While running at `HEAD` likely works, working from a branch has advantages of
being more stable. We have tagged the code base to mark
compatibility with stable releases of the underlying libraries. For DREAMPlace
the filename pattern can be used to install DREAMPle for the versions of Python
supported. For the Placement Cost binary, the ULR is to the version of the PLC
used at the time the branch was cut.

 Release | Branch / Tag                                                              | TF-Agents                 | DREAMPlace                                   | PL                                                                                                                             
---------|---------------------------------------------------------------------------|---------------------------|----------------------------------------------|--------------------------------------------------------------------------------------------------------------------------------|
 HEAD    | [main](https://github.com/google-research/circuit-training)               | tf-agents-nightly[reverb] |
 0.0.3   | [v0.0.3](https://github.com/google-research/circuit_training/tree/v0.0.3) | tf-agents[reverb]~=0.16.0 | dreamplace_20230414_b31e8af_python3.9.tar.gz | [placement cost binary](https://storage.googleapis.com/rl-infra-public/circuit-training/placement_cost/plc_wrapper_main_0.0.3) 
 0.0.2   | [v0.0.2](https://github.com/google-research/circuit_training/tree/v0.0.2) | tf-agents[reverb]~=0.16.0 |

<a id='Results'></a>

## Results

The results below are reported for training from scratch, since the pre-trained
model cannot be shared at this time.

### Ariane RISC-V CPU

View the full details of the Ariane experiment on our
[details page](./docs/ARIANE.md). With this code we are able to get comparable
or better results training from scratch as fine-tuning a pre-trained model. At
the time the paper was published, training from a pre-trained model resulted in
better results than training from scratch for the Ariane RISC-V. Improvements to
the code have also resulted in 50% less GPU resources needed and a 2x walltime
speedup even in training from scratch. Below are the mean and standard deviation
for 3 different seeds run 3 times each. This is slightly different than what was
used in the paper (8 runs each with a different seed), but better captures the
different sources of variability.

 Metric   | Proxy Wirelength | Proxy Congestion | Proxy Density 
----------|------------------|------------------|---------------
 **mean** | 0.1013           | 0.9174           | 0.5502        
 **std**  | 0.0036           | 0.0647           | 0.0568        

The table below summarizes the
[paper](https://www.nature.com/articles/s41586-021-03544-w.epdf?sharing_token=tYaxh2mR5EozfsSL0WHZLdRgN0jAjWel9jnR3ZoTv0PW0K0NmVrRsFPaMa9Y5We9O4Hqf_liatg-lvhiVcYpHL_YQpqkurA31sxqtmA-E1yNUWVMMVSBxWSp7ZFFIWawYQYnEXoBE4esRDSWqubhDFWUPyI5wK_5B_YIO-D_kS8%3D)
result for fine-tuning from a pre-trained model over 8 runs with each one using
a different seed.

 Metric   | Proxy Wirelength | Proxy Congestion | Proxy Density 
----------|------------------|------------------|---------------
 **mean** | 0.1198           | 0.9718           | 0.5729        
 **std**  | 0.0019           | 0.0346           | 0.0086        

<a id='FAQ'></a>

## Frequently Asked Questions

We wrote this FAQ to answer frequently asked questions about our work. Please
reach out to us if you have any other questions!
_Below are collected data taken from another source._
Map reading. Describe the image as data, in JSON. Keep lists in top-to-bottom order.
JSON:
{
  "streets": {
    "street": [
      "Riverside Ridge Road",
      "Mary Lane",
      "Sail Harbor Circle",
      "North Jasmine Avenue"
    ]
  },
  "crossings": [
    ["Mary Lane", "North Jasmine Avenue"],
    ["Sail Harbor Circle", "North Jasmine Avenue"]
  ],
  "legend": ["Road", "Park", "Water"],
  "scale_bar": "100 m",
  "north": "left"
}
#### What is the goal and philosophy of our team?

Our goal is to help chip designers do their jobs better and faster, and we
welcome any method that moves us in that direction. To ensure that we are
solving real world problems, we work closely with chip designers to understand
and address their needs.

#### What is the impact of our work?

To our knowledge, this is the first deep reinforcement learning (RL) method used
in production to design hardware products. More specifically, the RL method
described in the Nature paper generated macro placements that were frozen and
taped out in Google’s AI accelerator chip (TPU-v5).
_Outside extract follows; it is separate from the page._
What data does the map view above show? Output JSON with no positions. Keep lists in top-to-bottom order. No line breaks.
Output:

We are also excited to see that top EDA and chip design companies (e.g.
[Synopsys](https://www.forbes.com/sites/moorinsights/2020/04/20/using-ai-to-build-better-chips/?sh=63551aef306c),
[Cadence](https://www.zdnet.com/article/ai-on-the-bench-cadence-offers-machine-learning-to-smooth-chip-design/),
[NVIDIA](https://research.nvidia.com/publication/2021-07_NVCell%3A-Standard-Cell),
etc.) have announced initiatives to use similar RL-based methods in their tools
and chip design efforts.

#### Have we evaluated our method on open-source benchmarks?

We are focused on modern sub-10nm chips like TPU and Pixel, but we did publish
an article in MLCAD 2021 led by Prof. David Pan and his student Zixuan Jiang,
where we report results on the open-source ISPD 2015 benchmarks after unfixing
macros. In any case, we have open-sourced our method, so the community is free
to try it out on any benchmark.

#### How do we compare to commercial autoplacers?

Due to licensing agreements, we cannot publish any public comparison with
commercial autoplacers. However, we can say that our strongest baseline is the
physical design team working directly with the assistance of commercial
autoplacers, and we outperform this baseline (see “manual” baseline in Table 1
of our Nature article).

#### How do we perform clustering of standard cells?

In our Nature paper, we describe how to use hMETIS to cluster standard cells,
including all necessary settings. For detailed settings, please see Extended
Data Table 3 from our [Nature article](http://rdcu.be/cmedX). Internally, Google
pays for a commercial license, but non-commercial entities are welcome to use a
free open-source license

Regardless, our method runs on unclustered netlists as well, so you can skip the
preprocessing step if you wish, though we’ve found clustering to benefit both
our RL method and baseline placers. The complexity of our method scales with the
number of macros, not the number of standard cells, so the runtime will not be
overly affected.

#### What netlist formats do we support?

Our placer represents netlists in the open-source
[protocol buffer](https://developers.google.com/protocol-buffers) format. You
can learn more about the format [here](./docs/NETLIST_FORMAT.md). To run on
netlists in other formats (e.g. LEF/DEF or Bookshelf), you can convert to
protocol buffer format. Please see our
[quick start guide](https://github.com/google-research/circuit_training#QuickStart)
for an example of how to use this format on the open-source RISC-V Ariane CPU.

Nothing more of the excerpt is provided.